Bei der Klägerin liegt jedoch – wie bereits ausgeführt – keine therapieresistente Hauterkrankung vor.

 

Auch kann eine Hautstraffung nach starkem Gewichtsverlust nicht grundsätzlich mit einem Brustaufbau nach einer Mastektomie (etwa aufgrund eines Mammakarzinoms) gleichgesetzt werden. Denn der Anspruch auf Brustaufbau liegt darin begründet, dass eine ärztliche Behandlung stets darauf gerichtet ist, Erkrankte unter Wahrung ihrer körperlichen Integrität zu heilen. Wird zur Behandlung in den Körper eingegriffen, ist dieser möglichst wieder herzustellen.

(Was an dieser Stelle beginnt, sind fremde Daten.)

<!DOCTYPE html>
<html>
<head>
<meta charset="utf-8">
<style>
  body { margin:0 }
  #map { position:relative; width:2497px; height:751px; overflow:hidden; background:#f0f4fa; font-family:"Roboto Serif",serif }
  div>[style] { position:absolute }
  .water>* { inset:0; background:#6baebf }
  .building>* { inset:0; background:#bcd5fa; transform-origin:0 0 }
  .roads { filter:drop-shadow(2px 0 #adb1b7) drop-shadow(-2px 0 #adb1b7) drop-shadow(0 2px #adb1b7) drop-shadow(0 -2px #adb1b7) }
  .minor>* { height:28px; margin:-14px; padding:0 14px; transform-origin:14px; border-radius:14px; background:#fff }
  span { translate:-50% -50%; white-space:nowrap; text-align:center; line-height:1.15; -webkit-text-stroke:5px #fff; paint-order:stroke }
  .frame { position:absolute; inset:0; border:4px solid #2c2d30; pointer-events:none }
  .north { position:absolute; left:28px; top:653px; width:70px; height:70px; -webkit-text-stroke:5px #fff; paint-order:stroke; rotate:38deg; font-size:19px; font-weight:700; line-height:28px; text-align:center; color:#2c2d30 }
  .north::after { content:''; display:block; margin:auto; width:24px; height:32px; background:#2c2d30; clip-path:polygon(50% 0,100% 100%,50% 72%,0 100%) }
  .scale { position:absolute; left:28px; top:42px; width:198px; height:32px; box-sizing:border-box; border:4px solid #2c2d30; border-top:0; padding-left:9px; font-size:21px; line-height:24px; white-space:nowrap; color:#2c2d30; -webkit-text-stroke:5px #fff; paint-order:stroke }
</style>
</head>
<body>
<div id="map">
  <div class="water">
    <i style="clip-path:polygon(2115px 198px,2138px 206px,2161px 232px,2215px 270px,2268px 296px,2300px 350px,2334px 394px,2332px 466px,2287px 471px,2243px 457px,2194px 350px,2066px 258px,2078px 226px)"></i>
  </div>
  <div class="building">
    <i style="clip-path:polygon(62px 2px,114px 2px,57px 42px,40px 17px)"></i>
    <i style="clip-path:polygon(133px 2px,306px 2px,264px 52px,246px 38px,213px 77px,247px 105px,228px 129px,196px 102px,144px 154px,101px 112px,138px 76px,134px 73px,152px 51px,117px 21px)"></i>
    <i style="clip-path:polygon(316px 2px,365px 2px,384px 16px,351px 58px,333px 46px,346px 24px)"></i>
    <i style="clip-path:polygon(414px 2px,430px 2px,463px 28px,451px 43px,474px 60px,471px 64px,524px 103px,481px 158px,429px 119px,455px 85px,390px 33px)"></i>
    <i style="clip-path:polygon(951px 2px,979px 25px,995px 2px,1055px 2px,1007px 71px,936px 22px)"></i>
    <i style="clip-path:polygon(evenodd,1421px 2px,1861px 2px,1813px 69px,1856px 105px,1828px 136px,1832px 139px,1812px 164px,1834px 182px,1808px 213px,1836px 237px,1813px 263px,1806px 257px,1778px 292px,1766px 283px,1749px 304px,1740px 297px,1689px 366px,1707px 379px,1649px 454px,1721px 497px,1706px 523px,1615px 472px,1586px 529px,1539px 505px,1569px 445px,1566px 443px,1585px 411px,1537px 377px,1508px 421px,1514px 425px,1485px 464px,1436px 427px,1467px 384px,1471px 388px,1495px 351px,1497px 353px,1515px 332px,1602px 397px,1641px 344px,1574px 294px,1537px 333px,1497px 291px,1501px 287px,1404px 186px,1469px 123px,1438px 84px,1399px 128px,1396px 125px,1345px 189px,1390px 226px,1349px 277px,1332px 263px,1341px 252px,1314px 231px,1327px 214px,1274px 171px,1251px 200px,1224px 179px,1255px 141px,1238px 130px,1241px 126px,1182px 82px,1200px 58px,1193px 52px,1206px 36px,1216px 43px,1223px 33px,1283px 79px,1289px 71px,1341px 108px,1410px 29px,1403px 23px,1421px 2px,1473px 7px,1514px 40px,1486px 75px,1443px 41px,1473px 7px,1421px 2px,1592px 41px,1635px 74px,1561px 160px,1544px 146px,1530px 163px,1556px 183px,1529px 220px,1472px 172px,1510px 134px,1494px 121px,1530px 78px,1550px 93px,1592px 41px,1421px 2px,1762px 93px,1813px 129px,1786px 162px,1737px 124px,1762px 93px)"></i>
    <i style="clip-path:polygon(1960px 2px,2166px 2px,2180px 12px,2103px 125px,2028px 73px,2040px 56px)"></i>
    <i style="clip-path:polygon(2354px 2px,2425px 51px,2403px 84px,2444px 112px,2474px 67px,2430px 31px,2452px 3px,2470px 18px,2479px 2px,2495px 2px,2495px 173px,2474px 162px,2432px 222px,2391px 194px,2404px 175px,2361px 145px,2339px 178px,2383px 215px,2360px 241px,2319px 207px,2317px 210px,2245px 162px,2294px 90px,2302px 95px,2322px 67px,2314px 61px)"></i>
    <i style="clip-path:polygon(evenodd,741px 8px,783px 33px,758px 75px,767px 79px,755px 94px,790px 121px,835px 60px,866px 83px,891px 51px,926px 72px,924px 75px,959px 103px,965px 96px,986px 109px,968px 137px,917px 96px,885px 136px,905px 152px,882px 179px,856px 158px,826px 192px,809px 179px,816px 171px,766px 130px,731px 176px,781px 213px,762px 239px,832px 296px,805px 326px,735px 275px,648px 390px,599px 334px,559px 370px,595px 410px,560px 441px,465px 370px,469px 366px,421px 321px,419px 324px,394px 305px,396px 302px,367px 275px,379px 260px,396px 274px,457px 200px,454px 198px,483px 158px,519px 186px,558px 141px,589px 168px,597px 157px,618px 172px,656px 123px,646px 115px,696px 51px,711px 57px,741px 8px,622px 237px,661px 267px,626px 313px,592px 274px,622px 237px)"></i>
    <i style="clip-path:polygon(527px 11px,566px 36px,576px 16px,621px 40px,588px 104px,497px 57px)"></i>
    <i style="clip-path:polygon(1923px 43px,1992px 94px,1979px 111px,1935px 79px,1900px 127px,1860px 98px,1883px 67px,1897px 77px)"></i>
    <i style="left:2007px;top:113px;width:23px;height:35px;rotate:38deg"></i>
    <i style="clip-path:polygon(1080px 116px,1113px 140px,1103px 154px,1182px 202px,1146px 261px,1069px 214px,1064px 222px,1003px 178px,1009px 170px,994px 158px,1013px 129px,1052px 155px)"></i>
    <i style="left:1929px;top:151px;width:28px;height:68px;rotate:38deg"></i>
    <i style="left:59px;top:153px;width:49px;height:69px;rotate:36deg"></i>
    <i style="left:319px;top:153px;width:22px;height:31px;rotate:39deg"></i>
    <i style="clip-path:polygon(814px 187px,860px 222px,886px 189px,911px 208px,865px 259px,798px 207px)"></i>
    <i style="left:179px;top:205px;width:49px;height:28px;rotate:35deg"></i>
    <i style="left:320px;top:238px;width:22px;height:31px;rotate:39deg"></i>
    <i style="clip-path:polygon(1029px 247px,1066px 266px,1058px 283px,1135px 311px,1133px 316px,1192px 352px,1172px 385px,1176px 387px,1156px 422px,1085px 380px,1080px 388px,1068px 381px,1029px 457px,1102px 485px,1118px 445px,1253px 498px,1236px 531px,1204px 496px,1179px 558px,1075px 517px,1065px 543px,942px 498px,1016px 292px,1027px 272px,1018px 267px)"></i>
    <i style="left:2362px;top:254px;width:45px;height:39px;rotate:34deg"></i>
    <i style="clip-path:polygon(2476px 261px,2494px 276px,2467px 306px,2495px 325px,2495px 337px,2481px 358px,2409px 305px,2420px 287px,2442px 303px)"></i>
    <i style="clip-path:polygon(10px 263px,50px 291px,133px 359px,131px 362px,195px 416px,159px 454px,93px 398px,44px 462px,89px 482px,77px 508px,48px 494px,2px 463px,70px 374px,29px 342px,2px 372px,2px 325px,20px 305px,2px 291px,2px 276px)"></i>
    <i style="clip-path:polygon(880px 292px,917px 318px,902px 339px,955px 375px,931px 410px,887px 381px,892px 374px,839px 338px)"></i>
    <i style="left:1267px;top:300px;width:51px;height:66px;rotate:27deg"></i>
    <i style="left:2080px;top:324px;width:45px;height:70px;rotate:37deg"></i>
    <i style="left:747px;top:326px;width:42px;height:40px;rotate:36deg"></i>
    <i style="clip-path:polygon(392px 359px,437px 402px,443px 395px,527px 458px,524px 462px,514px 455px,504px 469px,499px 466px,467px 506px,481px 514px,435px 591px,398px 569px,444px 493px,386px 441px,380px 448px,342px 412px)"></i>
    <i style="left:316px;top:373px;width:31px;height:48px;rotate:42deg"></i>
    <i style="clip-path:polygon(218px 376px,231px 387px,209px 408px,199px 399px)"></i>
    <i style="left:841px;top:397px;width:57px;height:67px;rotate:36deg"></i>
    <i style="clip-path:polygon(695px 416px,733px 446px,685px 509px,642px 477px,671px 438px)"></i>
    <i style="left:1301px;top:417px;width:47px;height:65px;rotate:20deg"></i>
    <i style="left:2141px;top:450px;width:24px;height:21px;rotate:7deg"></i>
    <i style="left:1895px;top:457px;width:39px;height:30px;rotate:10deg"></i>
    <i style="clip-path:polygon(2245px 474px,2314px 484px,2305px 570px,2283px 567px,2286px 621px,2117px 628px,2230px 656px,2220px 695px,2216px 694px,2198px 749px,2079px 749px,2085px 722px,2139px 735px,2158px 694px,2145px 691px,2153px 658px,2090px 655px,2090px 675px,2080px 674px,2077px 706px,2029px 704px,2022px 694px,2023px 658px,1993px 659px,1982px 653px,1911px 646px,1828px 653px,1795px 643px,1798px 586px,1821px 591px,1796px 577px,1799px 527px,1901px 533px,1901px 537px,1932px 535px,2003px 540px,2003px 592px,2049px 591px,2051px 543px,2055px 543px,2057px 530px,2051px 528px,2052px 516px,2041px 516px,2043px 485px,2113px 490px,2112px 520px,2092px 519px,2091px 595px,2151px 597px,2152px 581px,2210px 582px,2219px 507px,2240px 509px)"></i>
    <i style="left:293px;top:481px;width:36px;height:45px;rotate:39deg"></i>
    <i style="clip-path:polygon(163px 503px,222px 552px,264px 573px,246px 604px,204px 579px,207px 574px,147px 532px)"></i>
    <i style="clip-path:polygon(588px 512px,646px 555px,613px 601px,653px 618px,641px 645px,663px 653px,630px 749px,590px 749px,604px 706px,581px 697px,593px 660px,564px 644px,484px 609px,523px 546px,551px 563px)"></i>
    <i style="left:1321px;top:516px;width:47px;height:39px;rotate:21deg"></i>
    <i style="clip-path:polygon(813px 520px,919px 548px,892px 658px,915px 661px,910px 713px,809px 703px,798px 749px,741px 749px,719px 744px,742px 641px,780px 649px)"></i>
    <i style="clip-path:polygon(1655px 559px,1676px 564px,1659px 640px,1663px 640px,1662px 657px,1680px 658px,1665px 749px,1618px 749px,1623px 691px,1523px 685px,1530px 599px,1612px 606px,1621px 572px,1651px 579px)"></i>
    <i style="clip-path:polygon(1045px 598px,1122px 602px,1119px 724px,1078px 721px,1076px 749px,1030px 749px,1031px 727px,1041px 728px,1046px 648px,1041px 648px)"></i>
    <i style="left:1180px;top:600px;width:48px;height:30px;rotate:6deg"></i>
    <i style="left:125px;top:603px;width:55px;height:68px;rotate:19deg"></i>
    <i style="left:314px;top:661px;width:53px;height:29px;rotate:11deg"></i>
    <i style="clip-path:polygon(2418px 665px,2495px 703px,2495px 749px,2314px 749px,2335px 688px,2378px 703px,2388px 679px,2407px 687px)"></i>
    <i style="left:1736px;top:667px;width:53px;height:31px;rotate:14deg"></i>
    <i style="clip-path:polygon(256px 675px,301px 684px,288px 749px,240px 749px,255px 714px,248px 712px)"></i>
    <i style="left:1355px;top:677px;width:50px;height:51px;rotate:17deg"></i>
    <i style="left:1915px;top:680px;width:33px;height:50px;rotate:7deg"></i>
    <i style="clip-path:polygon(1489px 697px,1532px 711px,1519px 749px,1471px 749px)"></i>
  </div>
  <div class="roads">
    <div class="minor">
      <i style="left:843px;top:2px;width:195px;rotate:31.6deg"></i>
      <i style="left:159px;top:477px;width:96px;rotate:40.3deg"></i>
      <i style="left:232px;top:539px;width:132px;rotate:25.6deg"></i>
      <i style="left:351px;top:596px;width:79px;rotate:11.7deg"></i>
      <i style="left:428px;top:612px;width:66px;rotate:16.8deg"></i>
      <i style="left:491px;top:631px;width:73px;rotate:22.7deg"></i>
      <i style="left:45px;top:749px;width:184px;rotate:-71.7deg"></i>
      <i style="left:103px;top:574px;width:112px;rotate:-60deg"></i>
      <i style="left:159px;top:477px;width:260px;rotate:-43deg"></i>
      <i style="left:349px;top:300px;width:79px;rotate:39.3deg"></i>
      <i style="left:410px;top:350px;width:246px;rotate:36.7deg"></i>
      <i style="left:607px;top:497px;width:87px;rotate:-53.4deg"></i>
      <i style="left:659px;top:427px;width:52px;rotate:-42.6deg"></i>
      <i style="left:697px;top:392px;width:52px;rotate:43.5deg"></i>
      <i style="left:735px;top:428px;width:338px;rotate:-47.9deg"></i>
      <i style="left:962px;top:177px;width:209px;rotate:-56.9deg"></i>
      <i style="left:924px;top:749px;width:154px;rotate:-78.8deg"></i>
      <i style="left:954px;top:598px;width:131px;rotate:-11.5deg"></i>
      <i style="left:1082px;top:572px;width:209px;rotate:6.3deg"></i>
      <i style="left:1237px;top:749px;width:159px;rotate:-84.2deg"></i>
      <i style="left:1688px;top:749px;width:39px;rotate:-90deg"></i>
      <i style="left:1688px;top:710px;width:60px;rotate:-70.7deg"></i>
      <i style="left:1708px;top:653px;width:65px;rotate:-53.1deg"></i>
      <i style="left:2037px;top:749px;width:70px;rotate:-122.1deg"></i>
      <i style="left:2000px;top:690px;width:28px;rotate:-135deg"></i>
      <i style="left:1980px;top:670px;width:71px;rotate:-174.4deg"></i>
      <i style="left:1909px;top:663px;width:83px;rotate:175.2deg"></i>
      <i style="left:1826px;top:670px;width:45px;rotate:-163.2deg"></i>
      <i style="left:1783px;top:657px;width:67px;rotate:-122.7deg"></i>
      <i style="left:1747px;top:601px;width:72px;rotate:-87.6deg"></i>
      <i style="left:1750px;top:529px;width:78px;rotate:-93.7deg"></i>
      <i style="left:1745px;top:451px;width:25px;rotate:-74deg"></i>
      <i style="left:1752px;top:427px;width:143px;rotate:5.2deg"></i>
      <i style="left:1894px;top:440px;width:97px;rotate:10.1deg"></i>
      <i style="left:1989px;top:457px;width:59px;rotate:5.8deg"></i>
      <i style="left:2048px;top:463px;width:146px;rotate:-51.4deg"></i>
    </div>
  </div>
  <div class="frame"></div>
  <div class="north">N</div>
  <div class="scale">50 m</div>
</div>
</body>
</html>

Diese Fälle unterscheiden sich grundlegend von Eingriffen in einen nicht behandlungsbedürftigen Körperzustand, um das nicht entstellte äußere Erscheinungsbild zu ändern (Urteil des erkennenden Senats vom 29.03.2021 – L 10 KR 501/20; BSG, Urteil vom 08.03.2016 – B 1 KR 35/15 R – in juris Rn 18; RSG NRW, Urteil vom 28.05.2020 – L 16 KR 558/19 und vom 25.03.2021 – L 16 KR 443/20 –; ähnlich auch Bayerisches LSG, Urteil vom 13.08.2020 – L 4 KR 287/19 – in juris Rn 26 – 33; Bayerisches LSG, Urteil vom 04.12.2018 – L 20 KR 406/18 – in juris Rn 69; LSG Hamburg, Urteil vom 17.07.2014 – L 1 KR 160/13 – in juris Rn 29).

 

Die Kostenentscheidung beruht auf § 193 SGG.

 

Gründe für die Zulassung der Revision liegen nicht vor – § 160 Abs 2 SGG –.